Across a microservices architecture: An organization with 60 microservices runs Snyk across all of them in a nightly pipeline. DefectDojo aggregates results by product (one per service), giving the security team a ranked list of which services carry the most unresolved Critical and High findings. Remediation effort can be directed at the highest-risk services first, informed by actual data rather than guesswork.
For container base image governance: Snyk Container scans application images in the registry and identifies which base image version is responsible for the majority of CVEs. DefectDojo tracks which image tags have been scanned, which findings are open, and whether base image upgrades recommended by Snyk have been implemented — closing the loop between the scanner recommendation and verified remediation.
For IaC misconfiguration management pre-deployment: Snyk IaC findings for Terraform and Kubernetes manifests import into DefectDojo as part of the infrastructure pipeline. Security and platform teams jointly triage misconfigurations, apply risk acceptance decisions where compensating controls exist, and track which findings have been remediated in subsequent IaC scans — all in DefectDojo rather than in CI logs.
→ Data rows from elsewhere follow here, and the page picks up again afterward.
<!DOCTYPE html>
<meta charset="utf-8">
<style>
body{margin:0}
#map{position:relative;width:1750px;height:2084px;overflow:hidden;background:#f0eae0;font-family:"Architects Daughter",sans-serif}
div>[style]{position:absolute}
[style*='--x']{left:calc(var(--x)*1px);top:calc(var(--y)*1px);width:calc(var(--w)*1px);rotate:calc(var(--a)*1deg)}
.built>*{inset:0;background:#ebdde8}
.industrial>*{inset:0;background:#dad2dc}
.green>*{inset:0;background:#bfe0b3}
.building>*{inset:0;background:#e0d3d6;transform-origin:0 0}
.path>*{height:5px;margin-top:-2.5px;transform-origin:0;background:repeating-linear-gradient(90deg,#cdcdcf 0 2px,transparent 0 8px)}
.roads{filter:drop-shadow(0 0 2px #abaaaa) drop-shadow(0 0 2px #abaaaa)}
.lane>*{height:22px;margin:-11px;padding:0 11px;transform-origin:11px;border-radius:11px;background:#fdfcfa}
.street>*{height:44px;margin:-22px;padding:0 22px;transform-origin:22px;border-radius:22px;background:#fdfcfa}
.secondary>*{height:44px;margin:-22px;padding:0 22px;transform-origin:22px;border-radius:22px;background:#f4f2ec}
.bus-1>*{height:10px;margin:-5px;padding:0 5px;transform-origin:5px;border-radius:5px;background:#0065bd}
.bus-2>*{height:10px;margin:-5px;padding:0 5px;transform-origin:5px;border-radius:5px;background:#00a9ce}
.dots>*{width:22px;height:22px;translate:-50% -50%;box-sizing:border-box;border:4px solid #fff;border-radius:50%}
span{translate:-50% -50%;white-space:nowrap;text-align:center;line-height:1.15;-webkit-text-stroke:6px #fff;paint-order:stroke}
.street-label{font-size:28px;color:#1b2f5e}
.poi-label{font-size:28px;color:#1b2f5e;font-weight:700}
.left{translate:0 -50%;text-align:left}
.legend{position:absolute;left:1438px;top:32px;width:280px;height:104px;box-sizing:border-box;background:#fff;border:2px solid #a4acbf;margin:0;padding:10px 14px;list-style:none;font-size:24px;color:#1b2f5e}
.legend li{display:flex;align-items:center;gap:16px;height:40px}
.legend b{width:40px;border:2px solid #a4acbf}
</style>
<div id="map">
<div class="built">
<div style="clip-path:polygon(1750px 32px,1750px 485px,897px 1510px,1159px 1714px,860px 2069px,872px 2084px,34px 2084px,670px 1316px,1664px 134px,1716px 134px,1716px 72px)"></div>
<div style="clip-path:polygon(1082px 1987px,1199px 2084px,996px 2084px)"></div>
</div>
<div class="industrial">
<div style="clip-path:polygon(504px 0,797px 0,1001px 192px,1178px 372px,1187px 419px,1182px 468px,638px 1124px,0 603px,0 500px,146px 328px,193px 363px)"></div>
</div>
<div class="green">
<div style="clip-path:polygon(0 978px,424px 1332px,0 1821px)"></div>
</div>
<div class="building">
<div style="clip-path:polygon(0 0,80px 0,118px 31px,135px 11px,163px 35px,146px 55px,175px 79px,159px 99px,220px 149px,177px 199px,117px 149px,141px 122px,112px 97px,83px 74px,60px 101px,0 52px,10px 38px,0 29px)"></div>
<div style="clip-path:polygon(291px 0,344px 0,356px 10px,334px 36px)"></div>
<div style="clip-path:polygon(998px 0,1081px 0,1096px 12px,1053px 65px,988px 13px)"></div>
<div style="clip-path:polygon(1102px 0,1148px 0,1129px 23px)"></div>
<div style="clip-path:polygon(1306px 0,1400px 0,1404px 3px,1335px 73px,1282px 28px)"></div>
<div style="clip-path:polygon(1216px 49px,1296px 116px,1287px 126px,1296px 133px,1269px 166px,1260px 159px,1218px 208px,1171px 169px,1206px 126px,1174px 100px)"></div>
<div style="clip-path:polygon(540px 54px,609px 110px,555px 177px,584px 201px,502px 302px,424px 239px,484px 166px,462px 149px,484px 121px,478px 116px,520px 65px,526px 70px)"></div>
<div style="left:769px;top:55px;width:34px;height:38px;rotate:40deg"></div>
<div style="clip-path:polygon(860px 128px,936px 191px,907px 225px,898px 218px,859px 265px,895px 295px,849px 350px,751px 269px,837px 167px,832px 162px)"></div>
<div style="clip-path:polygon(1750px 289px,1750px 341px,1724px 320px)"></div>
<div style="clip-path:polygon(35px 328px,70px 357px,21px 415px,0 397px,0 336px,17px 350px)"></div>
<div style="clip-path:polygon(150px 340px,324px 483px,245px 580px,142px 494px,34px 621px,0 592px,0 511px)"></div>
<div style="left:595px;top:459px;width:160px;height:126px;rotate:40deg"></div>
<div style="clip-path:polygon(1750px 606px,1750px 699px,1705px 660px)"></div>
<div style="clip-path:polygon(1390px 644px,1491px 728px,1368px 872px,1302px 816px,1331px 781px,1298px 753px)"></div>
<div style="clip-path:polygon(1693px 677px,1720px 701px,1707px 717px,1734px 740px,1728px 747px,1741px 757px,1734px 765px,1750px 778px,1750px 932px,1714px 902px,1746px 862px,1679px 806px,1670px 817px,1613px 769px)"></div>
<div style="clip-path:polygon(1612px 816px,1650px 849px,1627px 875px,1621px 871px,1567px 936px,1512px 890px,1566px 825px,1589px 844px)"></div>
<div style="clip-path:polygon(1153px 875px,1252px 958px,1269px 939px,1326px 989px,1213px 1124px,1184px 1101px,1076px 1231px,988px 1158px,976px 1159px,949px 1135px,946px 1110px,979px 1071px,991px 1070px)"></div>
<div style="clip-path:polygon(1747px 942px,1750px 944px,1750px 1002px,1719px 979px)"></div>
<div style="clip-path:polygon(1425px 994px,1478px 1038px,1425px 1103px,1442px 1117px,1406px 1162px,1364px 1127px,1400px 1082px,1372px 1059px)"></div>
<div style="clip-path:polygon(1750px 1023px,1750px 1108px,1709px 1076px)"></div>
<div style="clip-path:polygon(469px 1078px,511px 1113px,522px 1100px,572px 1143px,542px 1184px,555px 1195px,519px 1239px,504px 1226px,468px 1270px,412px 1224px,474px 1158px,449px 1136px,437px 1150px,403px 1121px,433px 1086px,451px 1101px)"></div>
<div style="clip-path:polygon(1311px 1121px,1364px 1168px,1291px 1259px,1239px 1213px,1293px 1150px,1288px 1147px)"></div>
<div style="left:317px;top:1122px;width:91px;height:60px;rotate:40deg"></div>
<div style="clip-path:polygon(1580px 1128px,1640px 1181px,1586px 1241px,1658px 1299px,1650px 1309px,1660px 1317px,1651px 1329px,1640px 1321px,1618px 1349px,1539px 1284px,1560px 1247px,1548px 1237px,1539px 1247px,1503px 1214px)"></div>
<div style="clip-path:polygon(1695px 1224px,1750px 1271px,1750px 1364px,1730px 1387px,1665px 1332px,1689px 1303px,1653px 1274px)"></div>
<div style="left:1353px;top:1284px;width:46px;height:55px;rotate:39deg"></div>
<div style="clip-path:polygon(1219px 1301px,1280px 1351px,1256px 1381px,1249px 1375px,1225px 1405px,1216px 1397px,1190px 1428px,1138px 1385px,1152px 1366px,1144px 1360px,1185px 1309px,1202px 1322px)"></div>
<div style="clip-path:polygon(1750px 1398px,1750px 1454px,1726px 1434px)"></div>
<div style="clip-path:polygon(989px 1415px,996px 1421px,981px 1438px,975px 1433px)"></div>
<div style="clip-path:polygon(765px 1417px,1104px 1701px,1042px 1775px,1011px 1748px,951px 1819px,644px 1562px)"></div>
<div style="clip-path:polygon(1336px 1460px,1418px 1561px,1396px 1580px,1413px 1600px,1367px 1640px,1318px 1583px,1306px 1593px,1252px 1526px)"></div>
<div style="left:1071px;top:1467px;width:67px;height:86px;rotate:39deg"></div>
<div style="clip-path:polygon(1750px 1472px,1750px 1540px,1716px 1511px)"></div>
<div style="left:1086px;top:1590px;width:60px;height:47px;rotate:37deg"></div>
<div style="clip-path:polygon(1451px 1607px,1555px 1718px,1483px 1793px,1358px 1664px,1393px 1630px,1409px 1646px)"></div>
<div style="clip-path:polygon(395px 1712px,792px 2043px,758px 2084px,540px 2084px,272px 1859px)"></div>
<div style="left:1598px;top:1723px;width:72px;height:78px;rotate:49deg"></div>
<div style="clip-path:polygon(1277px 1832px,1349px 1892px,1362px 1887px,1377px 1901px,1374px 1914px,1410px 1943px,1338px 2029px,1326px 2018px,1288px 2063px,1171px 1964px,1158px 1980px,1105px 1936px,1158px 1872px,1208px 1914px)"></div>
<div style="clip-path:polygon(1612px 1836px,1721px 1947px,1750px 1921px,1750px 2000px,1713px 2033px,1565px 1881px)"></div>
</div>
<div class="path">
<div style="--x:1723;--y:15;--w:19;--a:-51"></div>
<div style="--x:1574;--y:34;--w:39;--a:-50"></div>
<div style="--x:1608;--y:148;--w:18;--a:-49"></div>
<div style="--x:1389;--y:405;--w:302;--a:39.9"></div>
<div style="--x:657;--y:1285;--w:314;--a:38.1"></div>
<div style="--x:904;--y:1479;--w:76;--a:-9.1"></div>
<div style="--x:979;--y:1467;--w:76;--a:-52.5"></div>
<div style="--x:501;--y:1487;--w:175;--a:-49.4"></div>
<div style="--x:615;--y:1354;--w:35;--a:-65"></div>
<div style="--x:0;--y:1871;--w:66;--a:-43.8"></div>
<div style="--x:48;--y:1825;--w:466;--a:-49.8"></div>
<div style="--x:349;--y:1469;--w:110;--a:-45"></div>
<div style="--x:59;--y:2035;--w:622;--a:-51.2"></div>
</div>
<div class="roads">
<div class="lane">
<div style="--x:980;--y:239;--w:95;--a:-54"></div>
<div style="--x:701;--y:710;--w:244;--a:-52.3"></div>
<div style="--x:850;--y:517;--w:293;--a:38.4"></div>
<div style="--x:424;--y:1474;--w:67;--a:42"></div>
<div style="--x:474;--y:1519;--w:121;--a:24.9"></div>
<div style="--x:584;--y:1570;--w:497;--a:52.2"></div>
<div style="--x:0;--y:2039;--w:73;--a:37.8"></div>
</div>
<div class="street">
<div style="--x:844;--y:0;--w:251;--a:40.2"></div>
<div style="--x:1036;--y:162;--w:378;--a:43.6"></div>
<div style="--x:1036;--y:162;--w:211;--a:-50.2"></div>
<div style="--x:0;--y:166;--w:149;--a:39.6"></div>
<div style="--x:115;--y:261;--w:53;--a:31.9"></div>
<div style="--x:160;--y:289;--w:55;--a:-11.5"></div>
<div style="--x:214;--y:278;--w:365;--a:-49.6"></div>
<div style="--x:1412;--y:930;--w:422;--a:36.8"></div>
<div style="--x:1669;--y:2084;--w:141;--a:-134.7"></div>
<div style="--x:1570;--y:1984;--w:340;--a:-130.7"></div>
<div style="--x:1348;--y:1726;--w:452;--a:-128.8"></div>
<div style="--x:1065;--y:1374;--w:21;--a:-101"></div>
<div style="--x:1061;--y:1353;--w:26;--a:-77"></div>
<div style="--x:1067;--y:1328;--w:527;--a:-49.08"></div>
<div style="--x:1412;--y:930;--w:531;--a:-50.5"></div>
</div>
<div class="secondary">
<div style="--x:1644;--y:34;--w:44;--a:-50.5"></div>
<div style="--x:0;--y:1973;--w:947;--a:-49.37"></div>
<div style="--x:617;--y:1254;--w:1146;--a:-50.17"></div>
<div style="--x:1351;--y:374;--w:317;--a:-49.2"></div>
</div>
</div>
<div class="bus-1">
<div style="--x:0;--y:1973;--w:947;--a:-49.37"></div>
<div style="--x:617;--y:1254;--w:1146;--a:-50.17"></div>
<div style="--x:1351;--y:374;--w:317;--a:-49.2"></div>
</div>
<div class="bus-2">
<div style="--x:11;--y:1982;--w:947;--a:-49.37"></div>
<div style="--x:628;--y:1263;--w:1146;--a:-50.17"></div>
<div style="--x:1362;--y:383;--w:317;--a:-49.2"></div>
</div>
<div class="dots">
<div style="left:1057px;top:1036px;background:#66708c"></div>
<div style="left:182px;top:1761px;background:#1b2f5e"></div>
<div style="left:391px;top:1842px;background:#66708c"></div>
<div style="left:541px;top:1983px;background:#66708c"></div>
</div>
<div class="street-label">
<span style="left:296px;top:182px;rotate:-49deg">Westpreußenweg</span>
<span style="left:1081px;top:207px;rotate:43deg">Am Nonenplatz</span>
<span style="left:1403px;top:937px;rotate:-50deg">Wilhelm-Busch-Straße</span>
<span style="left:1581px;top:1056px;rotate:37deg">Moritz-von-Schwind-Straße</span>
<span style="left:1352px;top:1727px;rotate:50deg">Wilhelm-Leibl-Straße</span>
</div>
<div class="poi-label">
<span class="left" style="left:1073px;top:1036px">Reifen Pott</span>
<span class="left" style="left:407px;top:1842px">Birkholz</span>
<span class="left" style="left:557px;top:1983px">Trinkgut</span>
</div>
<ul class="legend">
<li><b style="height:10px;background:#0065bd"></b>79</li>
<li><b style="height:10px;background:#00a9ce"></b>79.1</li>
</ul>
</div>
During a compliance audit: DefectDojo's engagement history, finding lifecycle records, and risk acceptance audit trail provide structured evidence of continuous vulnerability management across open source, code, container, and IaC scan coverage — covering the application security testing requirements of SOC 2, PCI DSS, and ISO 27001 without additional reporting work.
Operational Tips
- Create separate engagements per Snyk scan type: Open source, code, container, and IaC findings have different owners and remediation timelines. Keeping them in separate DefectDojo engagements (or even separate products) makes assignment and SLA tracking cleaner than mixing all finding types into a single engagement.
- Use --all-projects cautiously in large monorepos: Snyk's monorepo output can include findings from many manifests in a single JSON file. Validate that the DefectDojo parser is handling multi-project output correctly for your repo structure before relying on it for SLA tracking.
- Map Snyk exploit maturity to DefectDojo severity adjustments: Snyk's exploit maturity field (Functional, Proof of Concept, No Known Exploit) is valuable prioritization context that raw CVSS doesn't capture. Consider adjusting DefectDojo severity on import or using tags to surface exploit maturity for triage.
- Tag findings by ecosystem on import: Tagging findings with the package manager (npm, pip, maven) in DefectDojo enables filtering and reporting by ecosystem — useful for understanding which language stack is driving the most dependency risk across your portfolio.
- Leverage reachability data where available: For Snyk findings with reachability analysis, findings flagged as Not Reachable are strong candidates for lower-priority handling or risk acceptance. Capturing this in DefectDojo finding notes during triage prevents the same reachability assessment from being re-done on every scan cycle.
- Align scan frequency with SLA windows: If your Critical SLA is 7 days, running Snyk and reimporting into DefectDojo weekly means findings could already be near SLA breach before the first update. For high-criticality applications, daily or per-commit scanning gives DefectDojo the data it needs to track SLA compliance accurately.
- Store Snyk ignore rules decisions in DefectDojo: Snyk supports .snyk ignore files for suppressing findings in the scanner. Where possible, prefer managing suppression decisions as risk acceptances in DefectDojo instead — the rationale is documented, auditable, and tied to an expiration date rather than silently embedded in a config file.